Background: Glucagon-like peptide-1 (GLP-1) is a gut-derived incretin hormone secreted in response to food-intake and pro-inflammatory stimuli. Secretion of GLP-1 leads to post-prandial insulin secretion and subsequent glucose lowering. Beyond metabolic effects, GLP-1 has pleiotropic and cardioprotective effects and GLP-1 receptor agonists reduce cardiovascular (CV) events in patients with diabetes or obesity. Direct anti-inflammatory effects are likely to contribute to beneficial effects of GLP-1RA. Clarifying the prognostic relevance of endogenous GLP-1 levels in CV disease could improve our understanding of how inflammation interacts with incretin pathways.
Methods: Circulating GLP-1 levels were measured in 888 fasted hospitalized patients in a cardiology department within a prospective single-center biobank study. The primary endpoint was a composite of non-fatal myocardial infarction, non-fatal stroke and CV death (MACE: major adverse cardiovascular events). Analyses were performed in the full cohort and stratified after individuals with and without residual inflammatory risk, defined by high-sensitivity C-reactive protein (hsCRP) levels above 2 mg/L. The association of GLP-1 with MACE was assessed using Kaplan-Meier curve, multivariable Cox proportional hazards and variable importance analyses.
Results: Median age of the cohort was 70 years, 65% were male and median GLP-1 levels were 31.5 pM. During a median follow-up period of two years, MACE was observed in 72 out of 888 patients. In Kaplan Meier curve analyses, GLP-1 levels above the median were associated with a higher rate of MACE (log-rank p=0.018). In univariable analyses, higher GLP-1 concentrations were associated with increased risk of MACE (GLP-1 above median: Hazard ratio (HR): 1.77; 95% confidence interval: 1.10, 2.85; p=0.019). These results remained significant after multivariable adjustment for age, sex, BMI, smoking, hypertension, type 2 diabetes, statin use, coronary artery disease, creatinine, LDL cholesterol and NT-proBNP (p=0.026). In variable importance analyses assessing the individual contribution of each variable from the multivariable model to prediction of MACE, GLP-1 ranked among the top predictors of outcome, outperforming traditional CV risk markers such as LDL cholesterol and creatinine. Importantly, in patients without systemic low-grade inflammation (hsCRP <2 mg/L), GLP-1 was not associated with MACE (log-rank p=0.391; HR: 1.39; 95% CI: 0.68, 2.67, p=0.393) and ranked last in variable importance analyses. Whereas in patients with hsCRP levels ≥2 mg/L, higher GLP-1 levels were strongly associated with MACE (log-rank p=0.019; HR: 2.25; 95% CI: 1.12, 4.52; p=0.023) and showed high variable importance, ranking second after NT-proBNP.

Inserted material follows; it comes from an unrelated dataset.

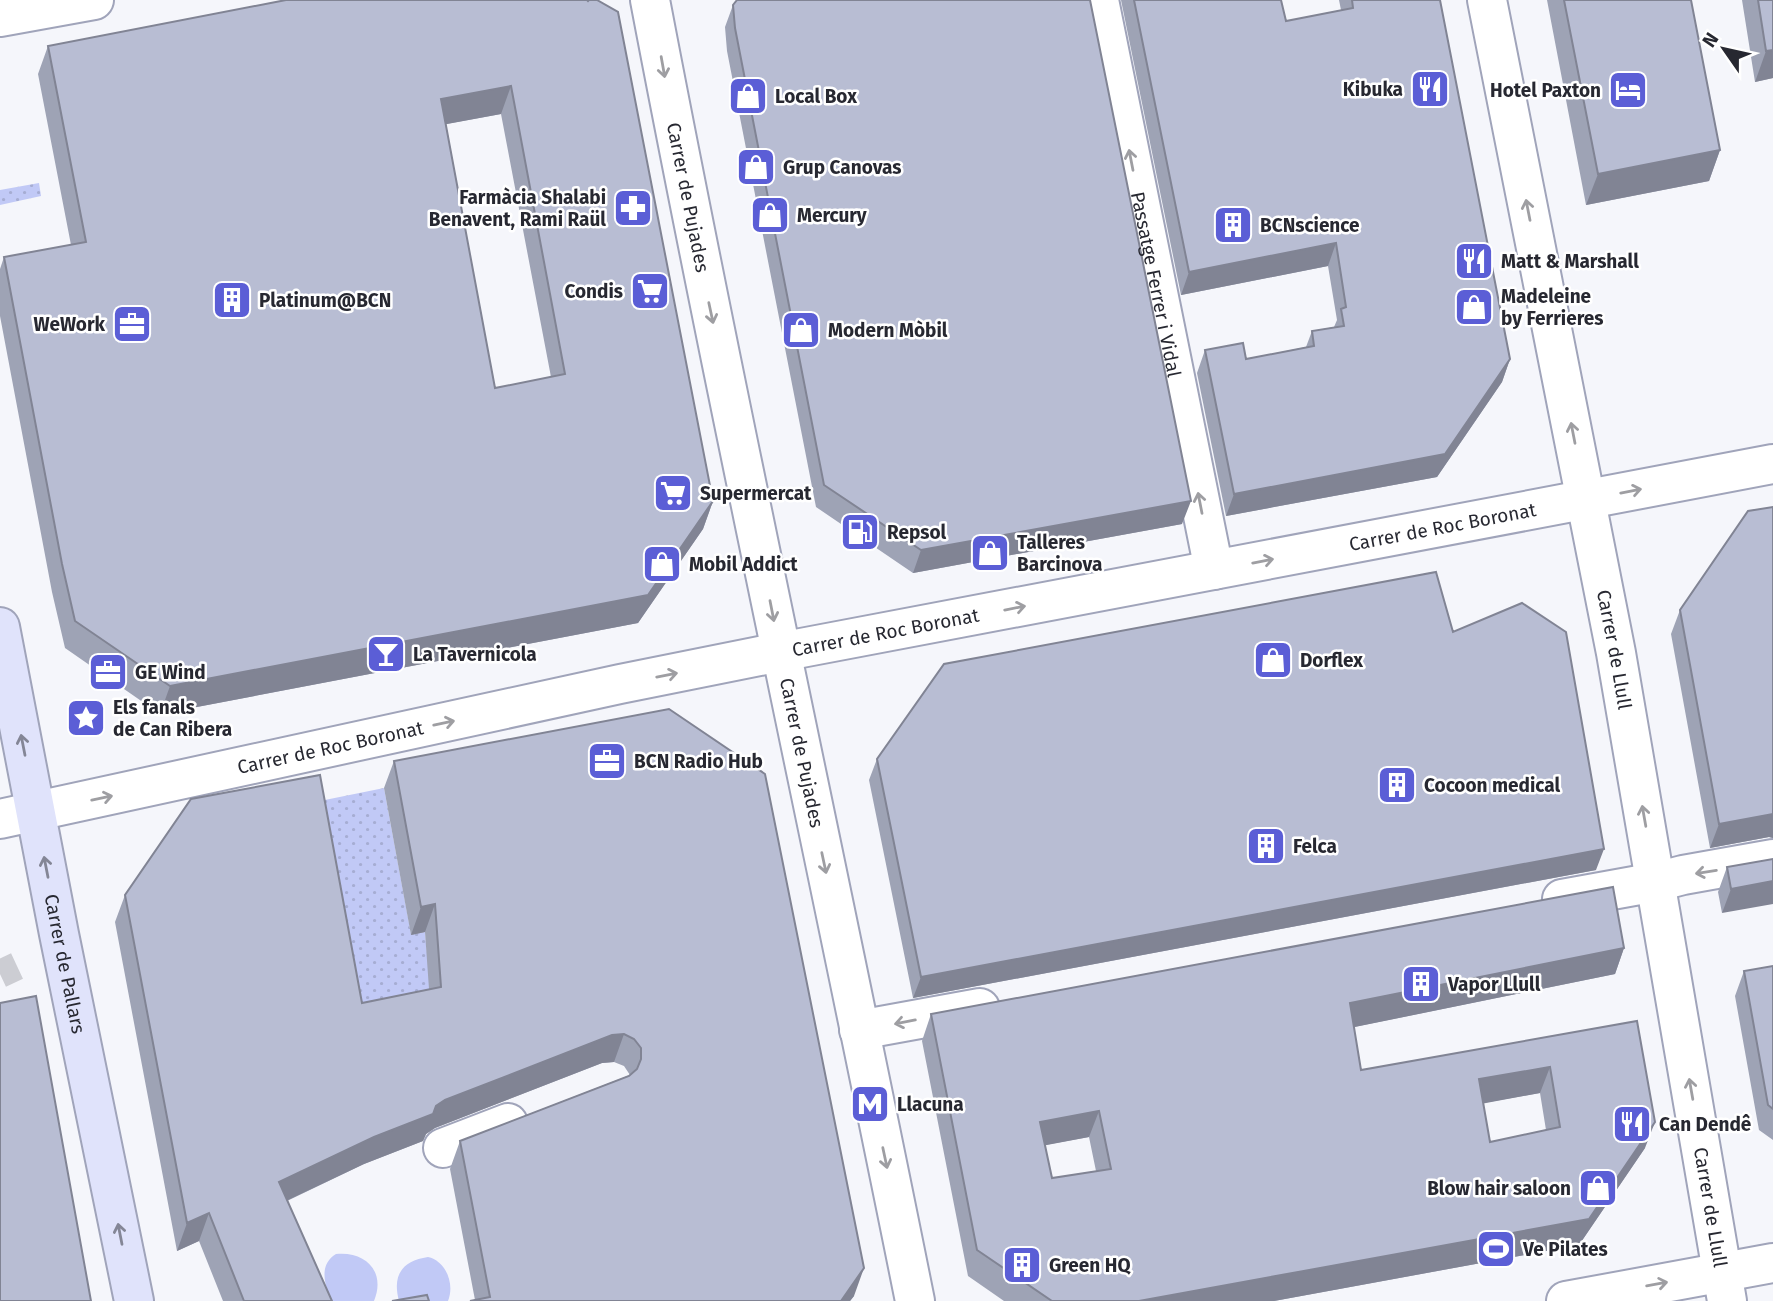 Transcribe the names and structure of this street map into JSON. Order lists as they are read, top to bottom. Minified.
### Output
{"streets":{"main road":["Carrer de Pallars"],"street":["Carrer de Pujades","Passatge Ferrer i Vidal","Carrer de Roc Boronat","Carrer de Llull"]},"crossings":[["Carrer de Pujades","Carrer de Roc Boronat"],["Passatge Ferrer i Vidal","Carrer de Roc Boronat"],["Carrer de Roc Boronat","Carrer de Llull"],["Carrer de Roc Boronat","Carrer de Pallars"]],"one_way":["Carrer de Pujades","Passatge Ferrer i Vidal","Carrer de Roc Boronat","Carrer de Llull","Carrer de Pallars"],"places":{"restaurant":["Kibuka","Matt & Marshall","Can Dendê"],"hotel":["Hotel Paxton"],"shop":["Local Box","Grup Canovas","Mercury","Madeleine by Ferrieres","Modern Mòbil","Talleres Barcinova","Mobil Addict","Dorflex","Blow hair saloon"],"pharmacy":["Farmàcia Shalabi Benavent, Rami Raül"],"building":["BCNscience","Platinum@BCN","Cocoon medical","Felca","Vapor Llull","Green HQ"],"supermarket":["Condis","Supermercat"],"office":["WeWork","GE Wind","BCN Radio Hub"],"fuel station":["Repsol"],"bar":["La Tavernicola"],"place":["Els fanals de Can Ribera"],"metro station":["Llacuna"],"sports":["Ve Pilates"]},"north":"top left"}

Conclusions: In hospitalized stable patients with CVD elevated circulating GLP-1 levels independently predicted MACE, with the strongest associations in those with residual inflammatory risk. These findings support the hypothesis of GLP-1 as an endogenous counter-regulatory peptide that rises in response to inflammatory activation. GLP-1 may serve as a marker of residual inflammatory risk, representing a compensatory, anti-inflammatory mechanism.